Public health teams up with Fish and Wildlife after reports of unusual coyote behavior in Portland

November 6, 2018

Public health officials from Multnomah and Washington counties, along with the Oregon Health Authority, are working with the state’s Department of Fish and Wildlife after residents in southwest Portland reported two incidents of coyotes attacking children.

A coyote takes to the street. Credit: Shrewsbury, MA

In the most recent case a girl was reportedly bitten by an animal suspected to be a coyote. Two weeks ago, another girl was reportedly scratched by a young coyote. Both occurred in the Bridlemile district of SW Portland, near the Fanno Creek Natural Area.

According to Fish and Wildlife, coyote attacks on people are very rare.
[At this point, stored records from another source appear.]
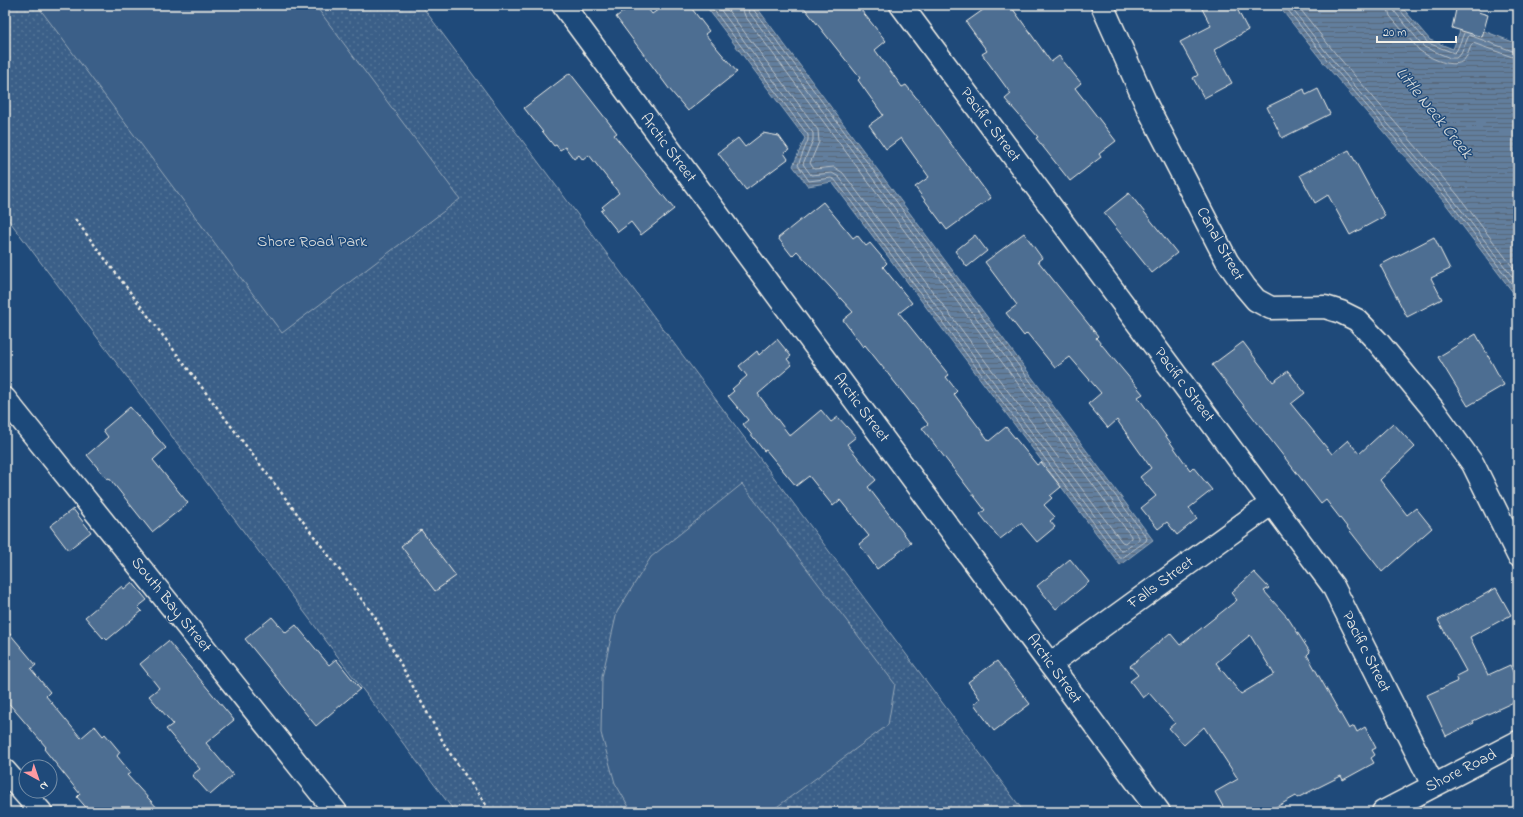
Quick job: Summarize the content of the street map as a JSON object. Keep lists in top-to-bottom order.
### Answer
{
  "streets": {
    "street": [
      "Pacific Street",
      "Arctic Street",
      "Canal Street",
      "Falls Street",
      "South Bay Street",
      "Shore Road"
    ]
  },
  "crossings": [
    ["Pacific Street", "Falls Street"],
    ["Pacific Street", "Shore Road"],
    ["Arctic Street", "Falls Street"]
  ],
  "water": ["Little Neck Creek"],
  "parks": ["Shore Road Park"],
  "scale_bar": "20 m",
  "north": "bottom right"
}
Normally coyotes try to avoid people, so conflict is typically seen when coyotes become habituated to residential areas due to easy food sources, or when they have a disease (rabies or distemper) or some other neurologic condition.

Anyone who sees a coyote acting strangely, such as getting too close to people or making contact by biting or jumping on people, should immediately call 911.

All animal bite injuries can become infected so it is important to see a medical provider. Some mammals can also carry the rabies virus. Bats are the most common carrier of rabies, but other wild mammals that have tested positive for rabies in Oregon include foxes and coyotes.

Coyotes are not actively checked for rabies, but no coyotes have tested positive for rabies in Multnomah or Washington counties in the last 10 years, according to Oregon Health Authority. Rabid coyotes have been found in other parts of the state, including Marion County in 2017, Baker County in 2013, and Josephine County in 2011.

Anyone bitten or scratched by a coyote or any other wild animal should:

  • Wash the wound immediately with soap and water, then

  • See a medical provider.

Any medical provider who receives a report of a wild animal bite must contact their local health department immediately about the need for vaccines to prevent rabies transmission. Bites and scratches from any mammal acting strangely should be carefully evaluated for the risk of rabies.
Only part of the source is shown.